Records provided START

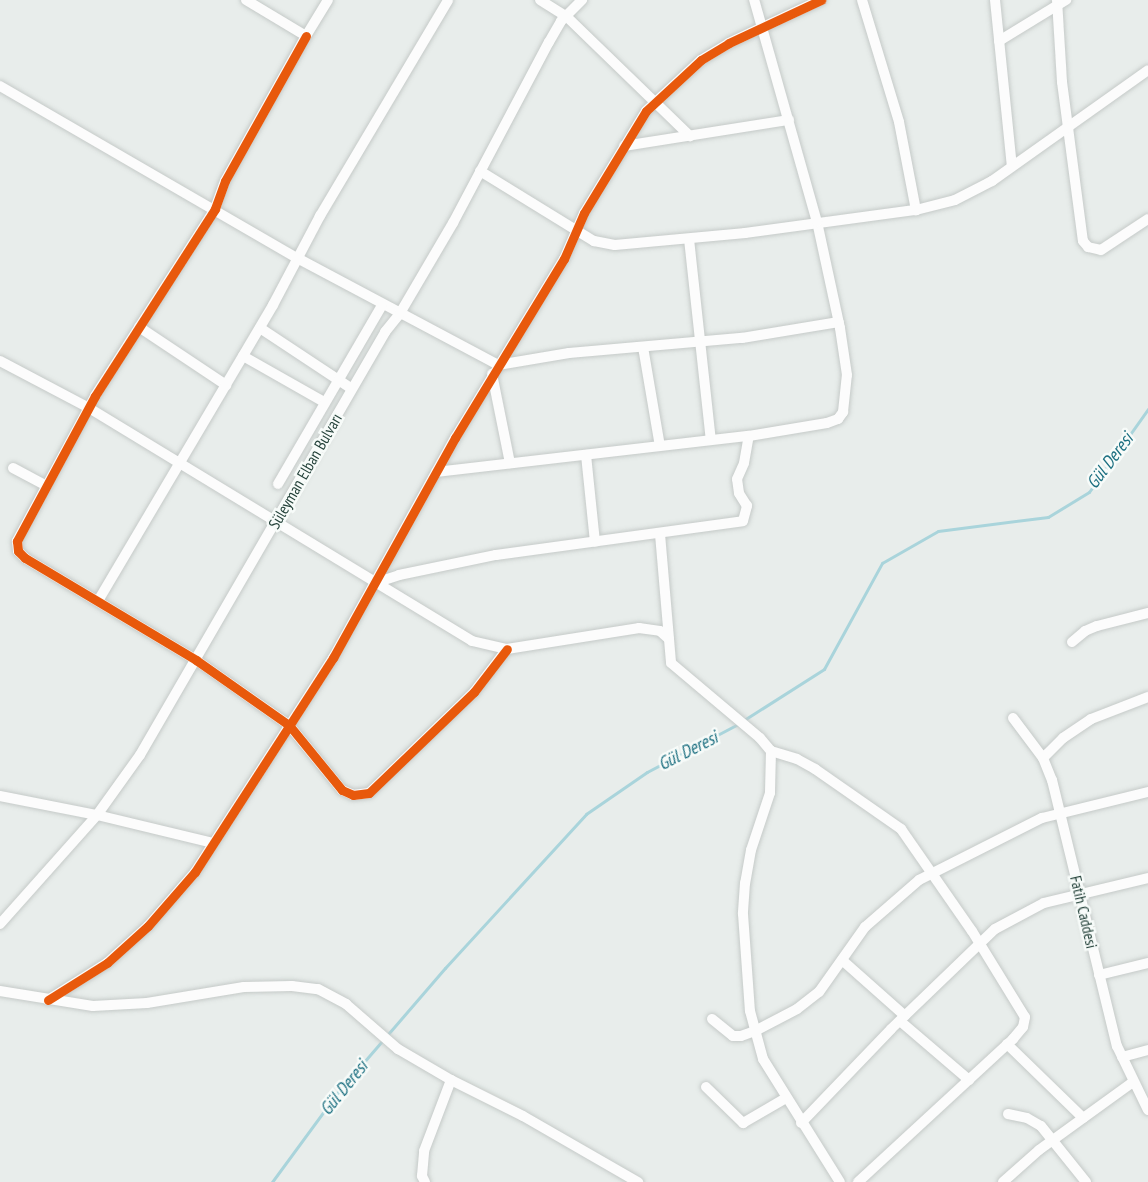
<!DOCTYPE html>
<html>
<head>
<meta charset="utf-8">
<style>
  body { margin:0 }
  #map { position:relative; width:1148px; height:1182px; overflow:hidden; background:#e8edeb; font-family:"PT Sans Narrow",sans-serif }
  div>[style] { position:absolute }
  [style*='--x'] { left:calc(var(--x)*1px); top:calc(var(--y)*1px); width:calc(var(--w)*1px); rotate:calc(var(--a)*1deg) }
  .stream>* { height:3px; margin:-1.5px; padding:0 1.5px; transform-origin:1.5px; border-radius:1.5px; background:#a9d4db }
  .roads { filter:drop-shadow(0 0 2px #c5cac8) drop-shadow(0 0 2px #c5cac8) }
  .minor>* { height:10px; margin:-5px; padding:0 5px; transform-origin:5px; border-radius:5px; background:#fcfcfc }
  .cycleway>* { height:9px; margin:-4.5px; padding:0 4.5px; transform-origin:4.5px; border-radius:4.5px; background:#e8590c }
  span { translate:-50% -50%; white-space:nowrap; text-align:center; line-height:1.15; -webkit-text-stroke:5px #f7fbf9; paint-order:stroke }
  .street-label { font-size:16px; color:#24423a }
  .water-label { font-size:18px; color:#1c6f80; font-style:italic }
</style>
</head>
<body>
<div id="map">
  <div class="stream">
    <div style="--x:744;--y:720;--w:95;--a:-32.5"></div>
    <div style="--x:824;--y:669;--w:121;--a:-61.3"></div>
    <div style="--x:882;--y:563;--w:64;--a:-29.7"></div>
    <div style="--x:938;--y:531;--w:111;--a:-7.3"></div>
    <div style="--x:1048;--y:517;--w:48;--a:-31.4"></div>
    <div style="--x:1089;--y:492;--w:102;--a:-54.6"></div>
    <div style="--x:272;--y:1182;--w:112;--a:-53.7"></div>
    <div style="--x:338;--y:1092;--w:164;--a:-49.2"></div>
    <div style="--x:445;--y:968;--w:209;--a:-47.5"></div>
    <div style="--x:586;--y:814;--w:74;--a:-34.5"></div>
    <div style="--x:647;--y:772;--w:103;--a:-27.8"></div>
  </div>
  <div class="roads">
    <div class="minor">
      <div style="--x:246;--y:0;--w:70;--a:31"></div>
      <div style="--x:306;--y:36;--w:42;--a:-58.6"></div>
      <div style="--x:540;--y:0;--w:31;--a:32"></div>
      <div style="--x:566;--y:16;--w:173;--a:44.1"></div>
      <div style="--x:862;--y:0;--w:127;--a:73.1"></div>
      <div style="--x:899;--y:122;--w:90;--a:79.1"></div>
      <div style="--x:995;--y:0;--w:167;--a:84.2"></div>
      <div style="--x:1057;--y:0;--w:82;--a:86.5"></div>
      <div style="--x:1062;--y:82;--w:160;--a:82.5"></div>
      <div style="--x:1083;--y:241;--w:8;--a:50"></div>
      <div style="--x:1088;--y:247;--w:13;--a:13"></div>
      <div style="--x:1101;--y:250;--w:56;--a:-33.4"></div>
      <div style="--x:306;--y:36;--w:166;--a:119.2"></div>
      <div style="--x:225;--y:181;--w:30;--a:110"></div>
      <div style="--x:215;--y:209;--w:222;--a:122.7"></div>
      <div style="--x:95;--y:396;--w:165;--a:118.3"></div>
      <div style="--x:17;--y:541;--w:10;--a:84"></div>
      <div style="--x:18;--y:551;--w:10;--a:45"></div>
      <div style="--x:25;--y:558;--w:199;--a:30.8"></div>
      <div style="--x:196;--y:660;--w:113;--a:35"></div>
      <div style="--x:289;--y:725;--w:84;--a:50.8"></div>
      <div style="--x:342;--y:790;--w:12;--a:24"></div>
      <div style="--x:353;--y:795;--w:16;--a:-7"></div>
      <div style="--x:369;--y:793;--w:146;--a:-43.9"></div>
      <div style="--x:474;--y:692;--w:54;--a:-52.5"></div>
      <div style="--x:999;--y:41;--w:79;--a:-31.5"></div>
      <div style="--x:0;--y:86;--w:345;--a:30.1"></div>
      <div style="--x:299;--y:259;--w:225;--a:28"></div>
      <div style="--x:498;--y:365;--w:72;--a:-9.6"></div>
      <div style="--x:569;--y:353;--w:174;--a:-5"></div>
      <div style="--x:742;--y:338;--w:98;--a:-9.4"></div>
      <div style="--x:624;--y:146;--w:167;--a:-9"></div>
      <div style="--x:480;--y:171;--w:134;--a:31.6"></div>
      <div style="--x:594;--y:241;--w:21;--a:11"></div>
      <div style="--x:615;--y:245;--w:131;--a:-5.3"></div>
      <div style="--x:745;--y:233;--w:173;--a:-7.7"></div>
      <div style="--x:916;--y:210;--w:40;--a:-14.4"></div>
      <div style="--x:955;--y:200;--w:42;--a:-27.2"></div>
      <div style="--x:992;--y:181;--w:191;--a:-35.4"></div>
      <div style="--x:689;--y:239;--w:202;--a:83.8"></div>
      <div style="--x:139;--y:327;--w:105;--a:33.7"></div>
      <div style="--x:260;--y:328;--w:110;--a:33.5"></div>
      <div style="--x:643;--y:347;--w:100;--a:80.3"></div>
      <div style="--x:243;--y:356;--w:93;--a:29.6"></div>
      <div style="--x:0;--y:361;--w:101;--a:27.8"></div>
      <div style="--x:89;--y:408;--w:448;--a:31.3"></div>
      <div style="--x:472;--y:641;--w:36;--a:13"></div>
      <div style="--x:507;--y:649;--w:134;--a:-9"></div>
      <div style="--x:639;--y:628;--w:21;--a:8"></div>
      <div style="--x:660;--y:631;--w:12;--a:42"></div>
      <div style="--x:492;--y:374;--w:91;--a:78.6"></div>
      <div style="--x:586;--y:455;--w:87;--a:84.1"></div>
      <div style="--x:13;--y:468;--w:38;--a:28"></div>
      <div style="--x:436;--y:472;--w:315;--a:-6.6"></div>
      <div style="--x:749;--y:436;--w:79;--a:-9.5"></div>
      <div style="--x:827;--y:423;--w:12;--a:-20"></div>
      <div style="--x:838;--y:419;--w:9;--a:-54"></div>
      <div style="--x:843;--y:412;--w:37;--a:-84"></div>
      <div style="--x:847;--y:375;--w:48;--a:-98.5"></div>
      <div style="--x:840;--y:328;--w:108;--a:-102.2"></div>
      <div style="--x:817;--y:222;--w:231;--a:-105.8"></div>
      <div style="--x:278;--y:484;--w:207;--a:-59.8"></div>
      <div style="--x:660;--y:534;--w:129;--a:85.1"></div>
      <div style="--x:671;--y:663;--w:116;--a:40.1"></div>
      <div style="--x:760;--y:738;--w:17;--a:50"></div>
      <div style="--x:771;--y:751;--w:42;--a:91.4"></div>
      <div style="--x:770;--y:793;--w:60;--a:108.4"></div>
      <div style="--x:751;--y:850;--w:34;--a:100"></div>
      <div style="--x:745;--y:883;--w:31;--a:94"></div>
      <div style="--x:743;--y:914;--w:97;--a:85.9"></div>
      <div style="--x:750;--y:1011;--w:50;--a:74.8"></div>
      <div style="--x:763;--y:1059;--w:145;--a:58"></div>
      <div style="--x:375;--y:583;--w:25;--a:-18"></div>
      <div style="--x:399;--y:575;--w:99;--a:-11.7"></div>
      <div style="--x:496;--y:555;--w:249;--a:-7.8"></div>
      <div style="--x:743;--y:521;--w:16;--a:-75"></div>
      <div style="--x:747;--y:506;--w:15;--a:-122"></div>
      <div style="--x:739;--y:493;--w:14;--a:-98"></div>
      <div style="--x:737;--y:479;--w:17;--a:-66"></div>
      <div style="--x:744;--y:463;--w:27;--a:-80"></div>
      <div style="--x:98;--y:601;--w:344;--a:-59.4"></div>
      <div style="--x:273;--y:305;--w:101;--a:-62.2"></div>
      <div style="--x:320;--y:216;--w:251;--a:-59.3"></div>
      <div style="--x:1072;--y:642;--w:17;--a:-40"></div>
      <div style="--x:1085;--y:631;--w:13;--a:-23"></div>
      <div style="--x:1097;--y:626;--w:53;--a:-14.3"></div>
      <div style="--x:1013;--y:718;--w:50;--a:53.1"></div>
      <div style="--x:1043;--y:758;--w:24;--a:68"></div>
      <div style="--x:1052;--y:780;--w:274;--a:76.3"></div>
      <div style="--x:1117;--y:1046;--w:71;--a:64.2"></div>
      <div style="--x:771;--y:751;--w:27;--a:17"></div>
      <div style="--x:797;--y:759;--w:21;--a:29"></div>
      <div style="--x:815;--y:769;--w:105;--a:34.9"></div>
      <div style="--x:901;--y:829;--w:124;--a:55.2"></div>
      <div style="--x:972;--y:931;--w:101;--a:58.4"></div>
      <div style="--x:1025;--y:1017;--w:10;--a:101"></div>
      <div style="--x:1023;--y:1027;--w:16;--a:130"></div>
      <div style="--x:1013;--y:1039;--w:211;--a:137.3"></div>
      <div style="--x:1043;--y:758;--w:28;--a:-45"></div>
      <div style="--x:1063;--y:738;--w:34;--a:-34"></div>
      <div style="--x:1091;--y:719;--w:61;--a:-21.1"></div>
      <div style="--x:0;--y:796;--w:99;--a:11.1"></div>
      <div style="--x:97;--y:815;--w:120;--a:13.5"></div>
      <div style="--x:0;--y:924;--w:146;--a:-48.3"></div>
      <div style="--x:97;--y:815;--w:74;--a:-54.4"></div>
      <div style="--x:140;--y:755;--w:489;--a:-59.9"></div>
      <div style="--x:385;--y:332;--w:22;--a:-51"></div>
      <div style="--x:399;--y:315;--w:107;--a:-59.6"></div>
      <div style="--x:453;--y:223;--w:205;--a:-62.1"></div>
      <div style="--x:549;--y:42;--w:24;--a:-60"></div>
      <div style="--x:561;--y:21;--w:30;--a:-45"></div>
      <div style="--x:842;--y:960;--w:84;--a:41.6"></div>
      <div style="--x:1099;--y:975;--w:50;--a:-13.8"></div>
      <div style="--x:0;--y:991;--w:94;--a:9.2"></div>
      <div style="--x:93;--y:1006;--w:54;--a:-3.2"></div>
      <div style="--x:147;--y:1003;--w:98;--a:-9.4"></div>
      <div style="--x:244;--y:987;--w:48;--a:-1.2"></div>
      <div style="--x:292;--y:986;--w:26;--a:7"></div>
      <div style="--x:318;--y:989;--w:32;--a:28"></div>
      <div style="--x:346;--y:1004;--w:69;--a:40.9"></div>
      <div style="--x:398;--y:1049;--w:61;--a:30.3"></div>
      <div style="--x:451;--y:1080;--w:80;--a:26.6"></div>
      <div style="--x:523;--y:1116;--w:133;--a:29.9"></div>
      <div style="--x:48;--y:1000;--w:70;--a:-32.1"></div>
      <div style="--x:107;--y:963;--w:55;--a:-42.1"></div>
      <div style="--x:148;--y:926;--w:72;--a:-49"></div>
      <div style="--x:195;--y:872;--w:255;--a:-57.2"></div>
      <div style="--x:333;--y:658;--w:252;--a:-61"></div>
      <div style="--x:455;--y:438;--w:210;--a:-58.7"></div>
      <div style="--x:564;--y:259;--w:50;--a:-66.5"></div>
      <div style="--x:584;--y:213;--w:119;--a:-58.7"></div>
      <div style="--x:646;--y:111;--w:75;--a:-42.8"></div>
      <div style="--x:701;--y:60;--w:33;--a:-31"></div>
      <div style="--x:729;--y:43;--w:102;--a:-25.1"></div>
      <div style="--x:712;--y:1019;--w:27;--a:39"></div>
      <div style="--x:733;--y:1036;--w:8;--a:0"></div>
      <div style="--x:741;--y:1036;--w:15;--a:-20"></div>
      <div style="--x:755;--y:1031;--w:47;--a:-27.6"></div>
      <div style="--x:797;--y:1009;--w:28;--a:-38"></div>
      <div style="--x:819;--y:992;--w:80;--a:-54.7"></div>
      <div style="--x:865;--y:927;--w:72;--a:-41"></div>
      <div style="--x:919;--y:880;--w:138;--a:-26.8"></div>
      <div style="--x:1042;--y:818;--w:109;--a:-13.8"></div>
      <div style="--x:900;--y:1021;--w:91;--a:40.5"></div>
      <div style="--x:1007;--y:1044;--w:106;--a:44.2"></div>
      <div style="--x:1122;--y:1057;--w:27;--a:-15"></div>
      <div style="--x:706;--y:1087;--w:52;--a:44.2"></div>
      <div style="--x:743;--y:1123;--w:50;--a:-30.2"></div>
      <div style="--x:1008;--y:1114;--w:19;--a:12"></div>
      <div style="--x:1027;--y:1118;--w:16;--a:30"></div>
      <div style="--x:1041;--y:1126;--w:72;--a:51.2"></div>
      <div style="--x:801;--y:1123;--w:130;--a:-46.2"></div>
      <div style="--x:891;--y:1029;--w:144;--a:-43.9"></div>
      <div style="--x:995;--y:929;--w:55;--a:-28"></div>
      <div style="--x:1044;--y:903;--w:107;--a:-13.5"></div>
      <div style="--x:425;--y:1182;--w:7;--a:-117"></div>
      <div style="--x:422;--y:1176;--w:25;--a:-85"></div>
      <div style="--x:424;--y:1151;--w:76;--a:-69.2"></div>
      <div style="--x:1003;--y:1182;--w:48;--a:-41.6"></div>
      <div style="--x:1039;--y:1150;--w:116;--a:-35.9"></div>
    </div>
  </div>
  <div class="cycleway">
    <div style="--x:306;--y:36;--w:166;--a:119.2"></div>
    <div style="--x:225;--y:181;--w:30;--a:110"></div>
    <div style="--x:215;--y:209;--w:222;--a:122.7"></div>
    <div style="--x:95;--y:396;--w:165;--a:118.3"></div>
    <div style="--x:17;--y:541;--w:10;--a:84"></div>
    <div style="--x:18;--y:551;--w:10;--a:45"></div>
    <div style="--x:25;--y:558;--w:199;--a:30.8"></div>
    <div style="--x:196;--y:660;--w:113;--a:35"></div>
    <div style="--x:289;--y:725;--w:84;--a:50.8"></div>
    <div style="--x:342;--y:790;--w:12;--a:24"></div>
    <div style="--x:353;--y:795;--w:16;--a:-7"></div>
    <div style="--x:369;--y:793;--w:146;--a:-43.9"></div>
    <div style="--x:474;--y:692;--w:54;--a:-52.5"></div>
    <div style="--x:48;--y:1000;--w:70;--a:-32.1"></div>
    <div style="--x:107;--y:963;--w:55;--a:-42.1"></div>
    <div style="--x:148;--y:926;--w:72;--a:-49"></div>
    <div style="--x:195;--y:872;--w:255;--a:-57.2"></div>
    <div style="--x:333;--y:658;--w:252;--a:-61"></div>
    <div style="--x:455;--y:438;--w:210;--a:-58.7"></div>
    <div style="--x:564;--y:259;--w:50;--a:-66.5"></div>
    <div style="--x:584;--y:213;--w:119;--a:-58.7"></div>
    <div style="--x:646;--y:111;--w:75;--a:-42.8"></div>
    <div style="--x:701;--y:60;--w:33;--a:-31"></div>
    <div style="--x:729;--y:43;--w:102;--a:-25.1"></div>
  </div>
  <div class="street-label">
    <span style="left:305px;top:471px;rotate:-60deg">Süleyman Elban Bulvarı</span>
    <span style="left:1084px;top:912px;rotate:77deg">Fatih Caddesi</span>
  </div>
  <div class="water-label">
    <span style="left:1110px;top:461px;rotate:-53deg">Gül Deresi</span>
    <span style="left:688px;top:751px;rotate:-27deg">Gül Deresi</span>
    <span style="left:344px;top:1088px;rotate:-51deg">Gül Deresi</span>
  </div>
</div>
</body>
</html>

Records provided END

For each line above that contains "width", make a copy.

> Problem solution:
  #map { position:relative; width:1148px; height:1182px; overflow:hidden; background:#e8edeb; font-family:"PT Sans Narrow",sans-serif }
  [style*='--x'] { left:calc(var(--x)*1px); top:calc(var(--y)*1px); width:calc(var(--w)*1px); rotate:calc(var(--a)*1deg) }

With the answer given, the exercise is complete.